→ **Exercise directions**: Word for word, give the data again without its pictures.

[Saved entries]
************

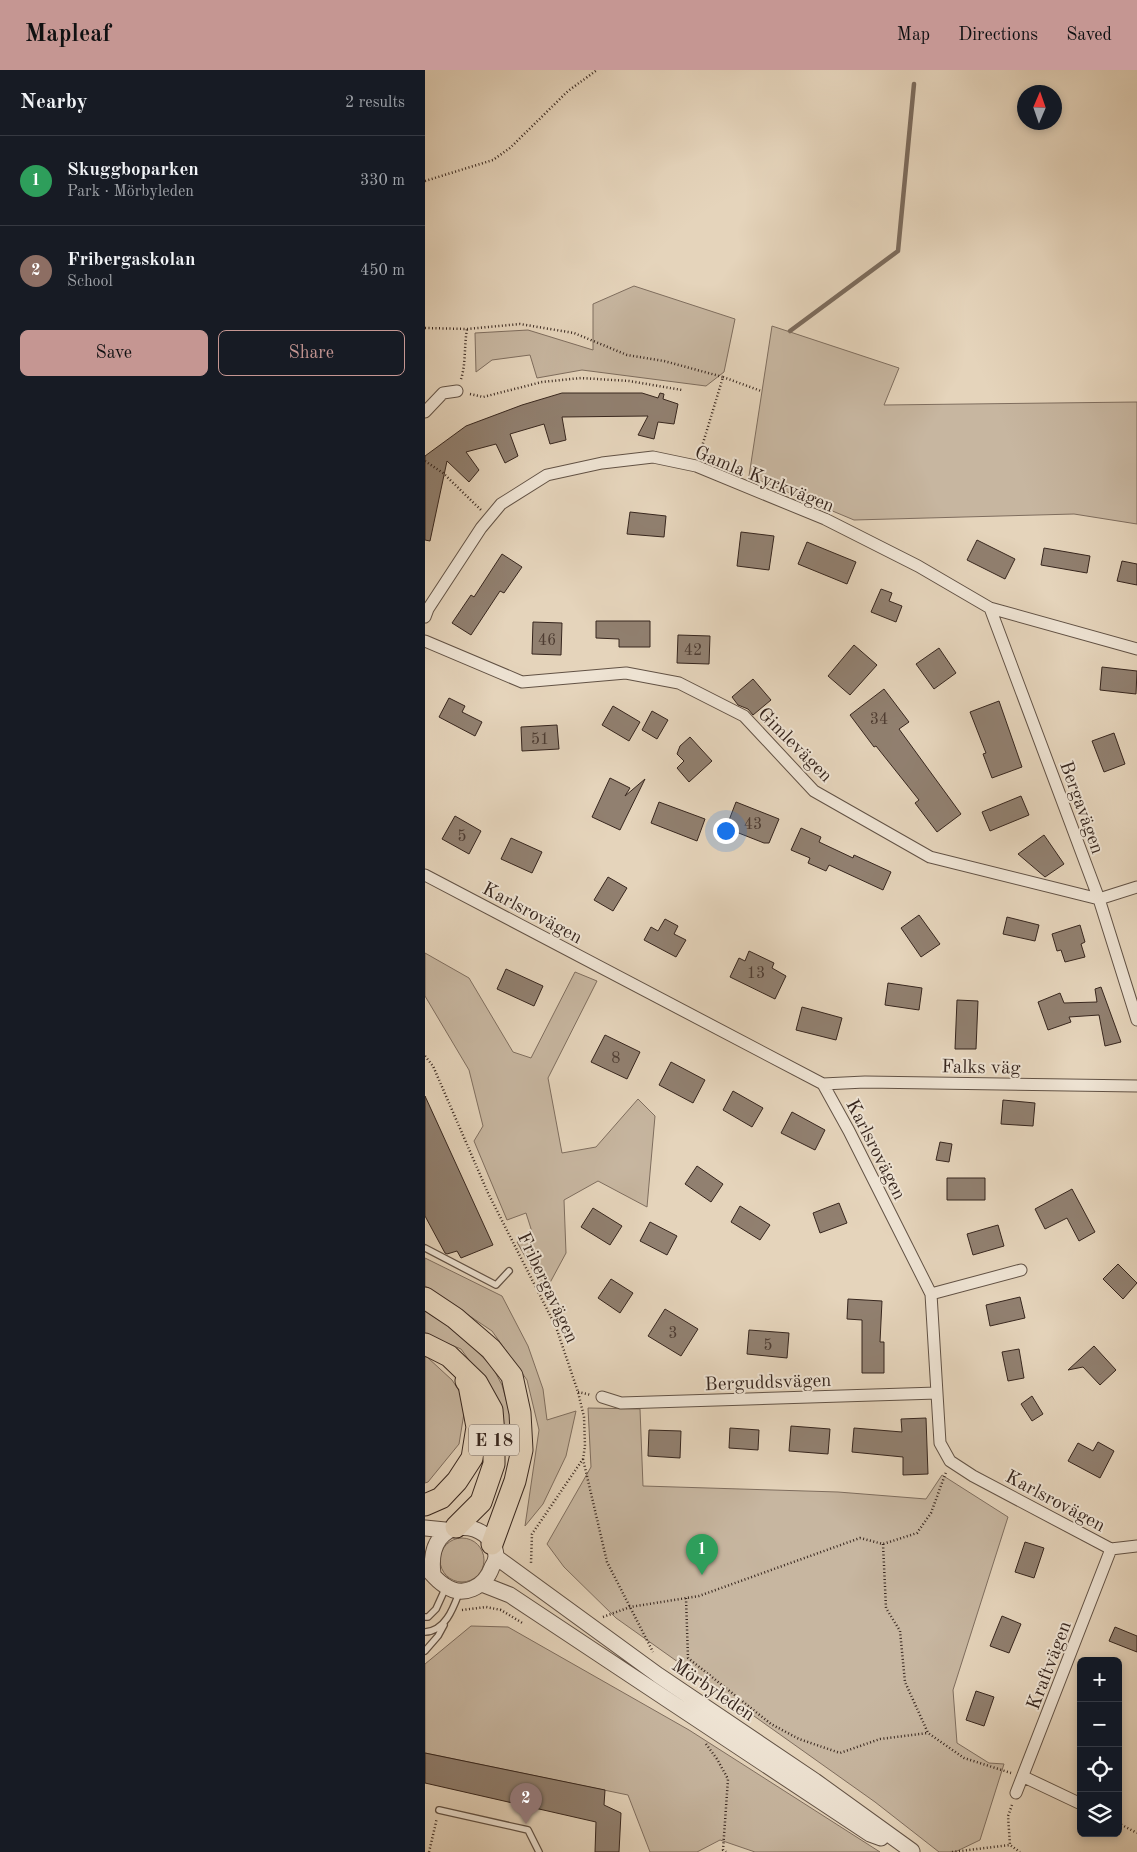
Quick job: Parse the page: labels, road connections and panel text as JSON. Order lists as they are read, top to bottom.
{
  "streets": {
    "highway": ["E 18"],
    "street": [
      "Gamla Kyrkvägen",
      "Gimlevägen",
      "Bergavägen",
      "Karlsrovägen",
      "Falks väg",
      "Berguddsvägen",
      "Kraftvägen",
      "Mörbyleden"
    ],
    "path": ["Fribergavägen"]
  },
  "crossings": [
    ["Gamla Kyrkvägen", "Bergavägen"],
    ["Gimlevägen", "Bergavägen"],
    ["Karlsrovägen", "Falks väg"],
    ["Karlsrovägen", "Berguddsvägen"],
    ["Karlsrovägen", "Kraftvägen"],
    ["E 18", "Mörbyleden"]
  ],
  "house_numbers": [
    "46",
    "42",
    "34",
    "51",
    "43",
    "5",
    "13",
    "8",
    "3",
    "5"
  ],
  "north": "top",
  "page": {
    "header": "Mapleaf",
    "nav": ["Map", "Directions", "Saved"],
    "heading": ["Nearby", "2 results"],
    "list": [
      {
        "mark": "1",
        "name": "Skuggboparken",
        "note": "Park · Mörbyleden",
        "value": "330 m"
      },
      {
        "mark": "2",
        "name": "Fribergaskolan",
        "note": "School",
        "value": "450 m"
      }
    ],
    "buttons": ["Save", "Share"],
    "pins": ["1", "2"],
    "map_buttons": ["+", "−"]
  }
}
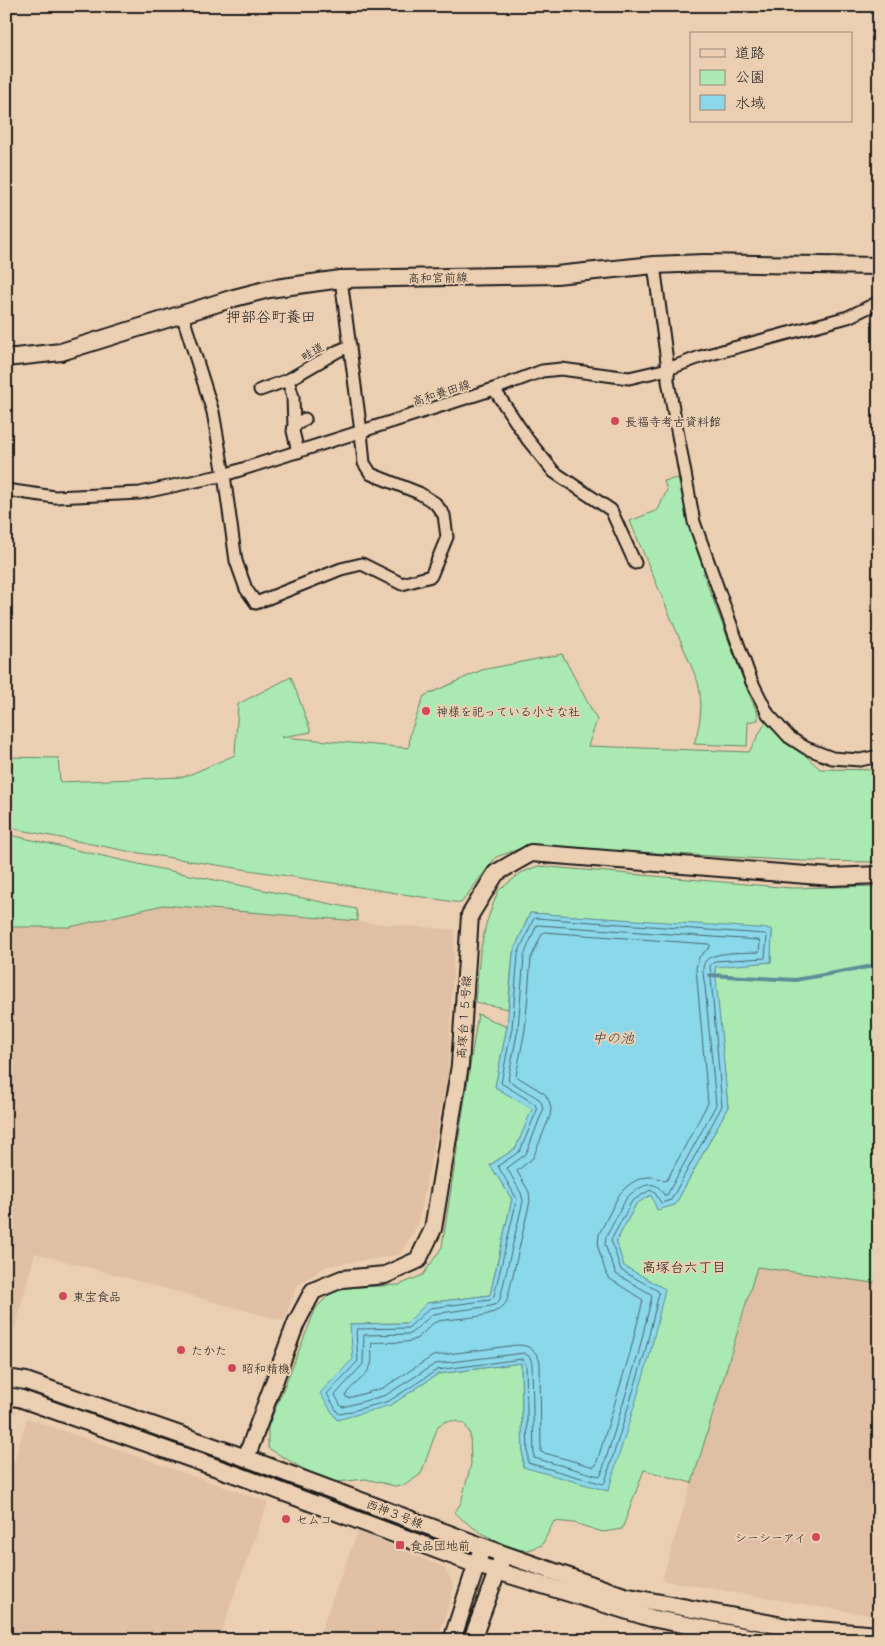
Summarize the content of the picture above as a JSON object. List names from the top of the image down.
{
  "streets": {
    "street": [
      "高和宮前線",
      "畦道",
      "高和養田線",
      "高塚台１５号線",
      "西神３号線"
    ]
  },
  "crossings": [
    ["高塚台１５号線", "西神３号線"]
  ],
  "districts": ["押部谷町養田", "高塚台六丁目"],
  "water": ["中の池"],
  "places": {
    "other": [
      "長福寺考古資料館",
      "神様を祀っている小さな社",
      "東宝食品",
      "たかた",
      "昭和精機",
      "セムコ",
      "シーシーアイ"
    ],
    "transit": ["食品団地前"]
  },
  "legend": ["道路", "公園", "水域"]
}
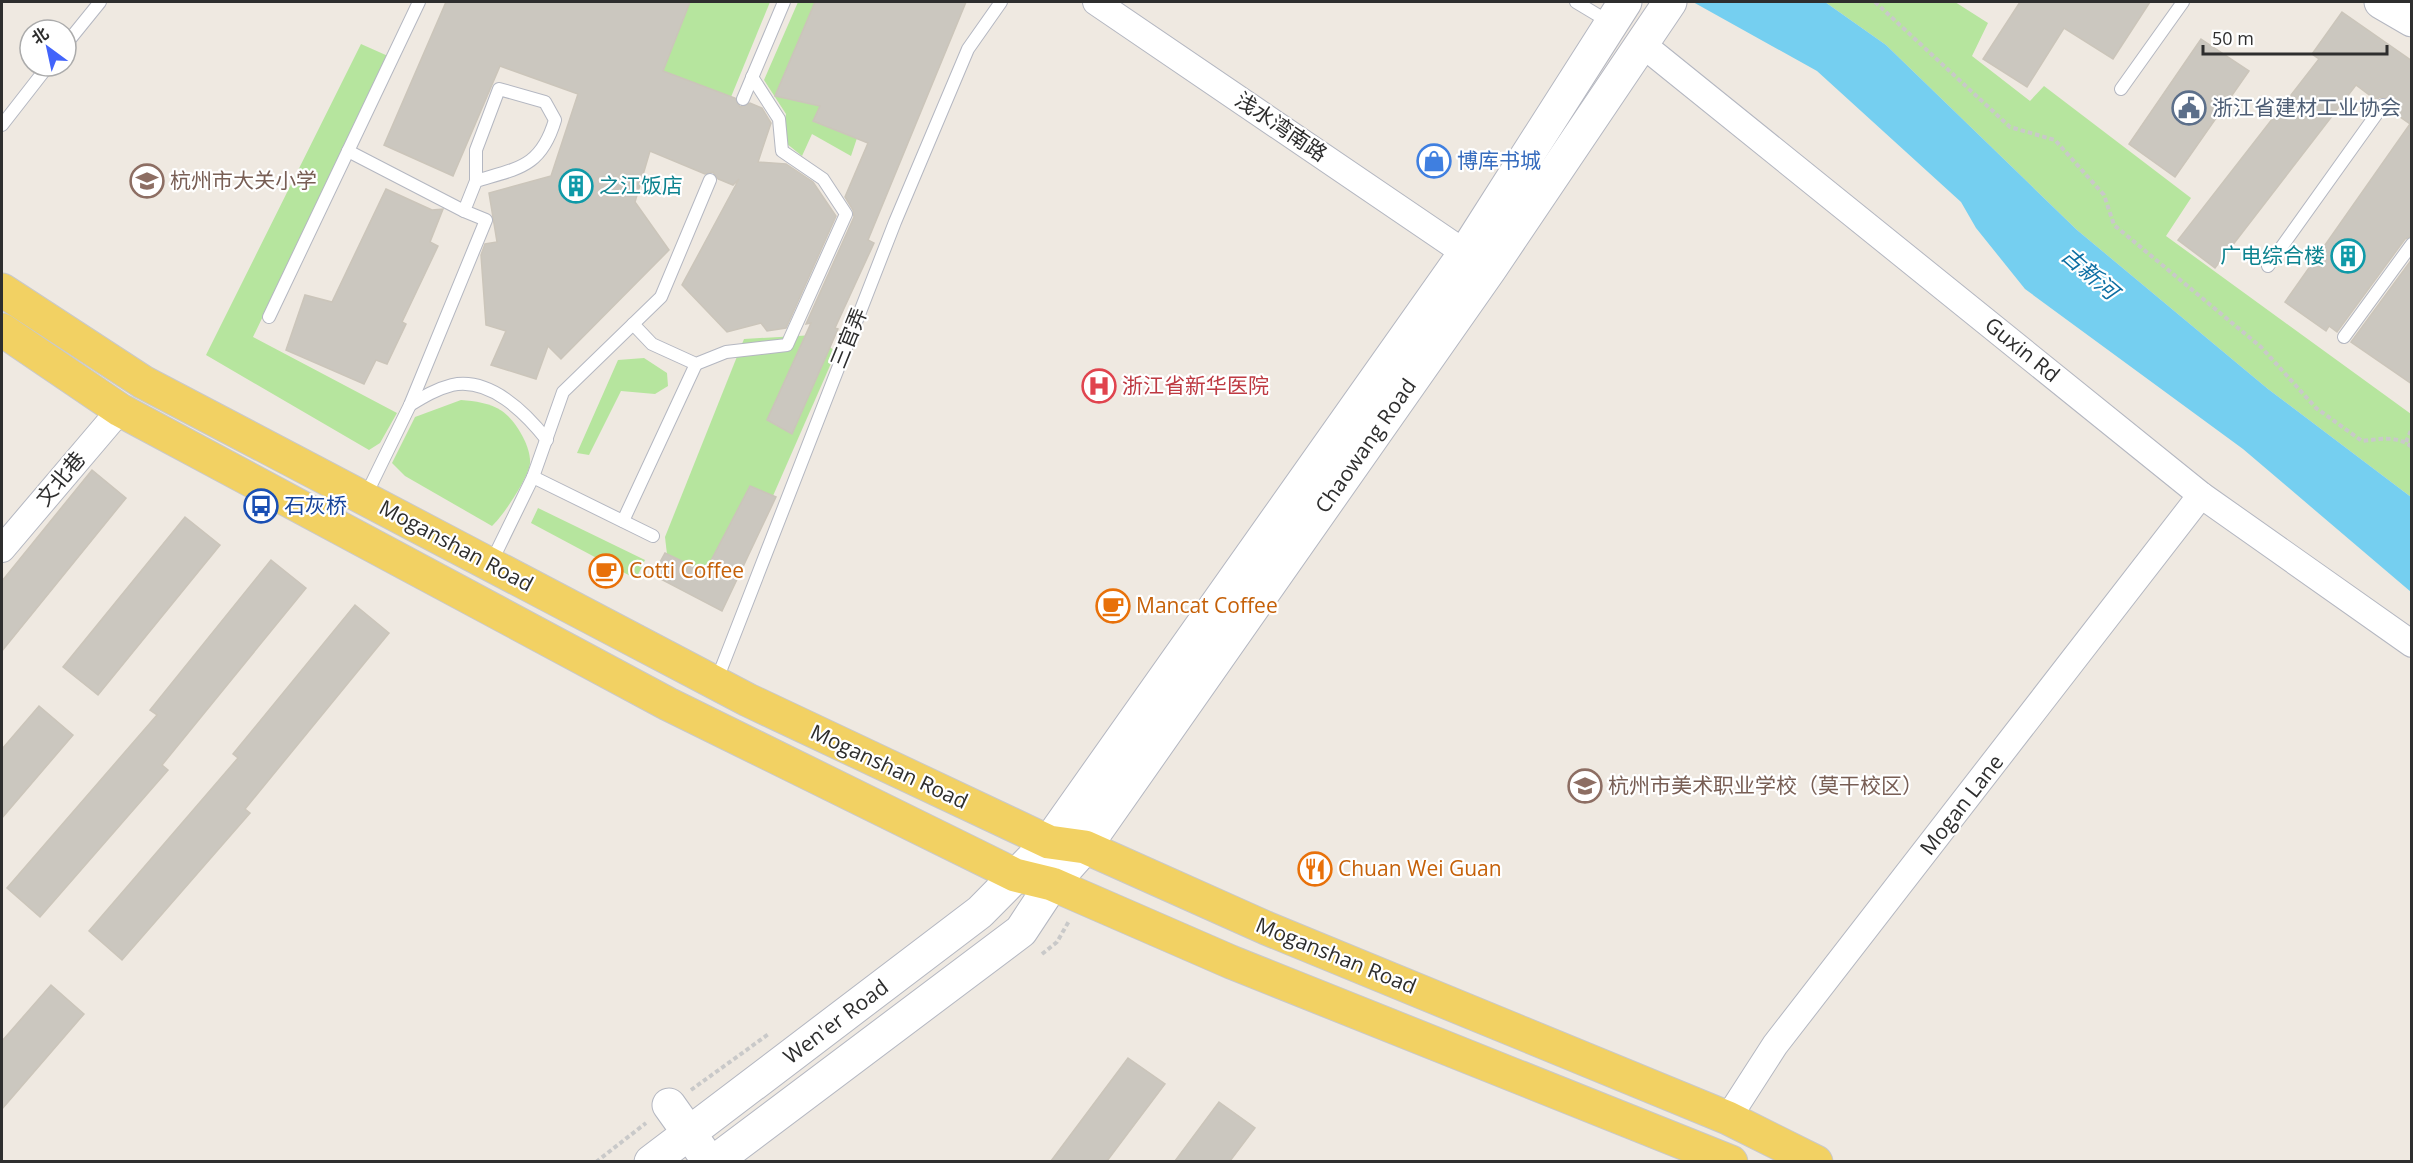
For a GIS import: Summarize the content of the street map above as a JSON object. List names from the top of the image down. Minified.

************

→ **Output below**:
Quick job: Parse the page: labels, road connections and panel text as JSON. Order lists as they are read, top to bottom.
{
  "streets": {
    "highway": ["E 18"],
    "street": [
      "Gamla Kyrkvägen",
      "Gimlevägen",
      "Bergavägen",
      "Karlsrovägen",
      "Falks väg",
      "Berguddsvägen",
      "Kraftvägen",
      "Mörbyleden"
    ],
    "path": ["Fribergavägen"]
  },
  "crossings": [
    ["Gamla Kyrkvägen", "Bergavägen"],
    ["Gimlevägen", "Bergavägen"],
    ["Karlsrovägen", "Falks väg"],
    ["Karlsrovägen", "Berguddsvägen"],
    ["Karlsrovägen", "Kraftvägen"],
    ["E 18", "Mörbyleden"]
  ],
  "house_numbers": [
    "46",
    "42",
    "34",
    "51",
    "43",
    "5",
    "13",
    "8",
    "3",
    "5"
  ],
  "north": "top",
  "page": {
    "header": "Mapleaf",
    "nav": ["Map", "Directions", "Saved"],
    "heading": ["Nearby", "2 results"],
    "list": [
      {
        "mark": "1",
        "name": "Skuggboparken",
        "note": "Park · Mörbyleden",
        "value": "330 m"
      },
      {
        "mark": "2",
        "name": "Fribergaskolan",
        "note": "School",
        "value": "450 m"
      }
    ],
    "buttons": ["Save", "Share"],
    "pins": ["1", "2"],
    "map_buttons": ["+", "−"]
  }
}
Summarize the content of the picture above as a JSON object. List names from the top of the image down.
{
  "streets": {
    "street": [
      "高和宮前線",
      "畦道",
      "高和養田線",
      "高塚台１５号線",
      "西神３号線"
    ]
  },
  "crossings": [
    ["高塚台１５号線", "西神３号線"]
  ],
  "districts": ["押部谷町養田", "高塚台六丁目"],
  "water": ["中の池"],
  "places": {
    "other": [
      "長福寺考古資料館",
      "神様を祀っている小さな社",
      "東宝食品",
      "たかた",
      "昭和精機",
      "セムコ",
      "シーシーアイ"
    ],
    "transit": ["食品団地前"]
  },
  "legend": ["道路", "公園", "水域"]
}
For a GIS import: Summarize the content of the street map above as a JSON object. List names from the top of the image down. Minified.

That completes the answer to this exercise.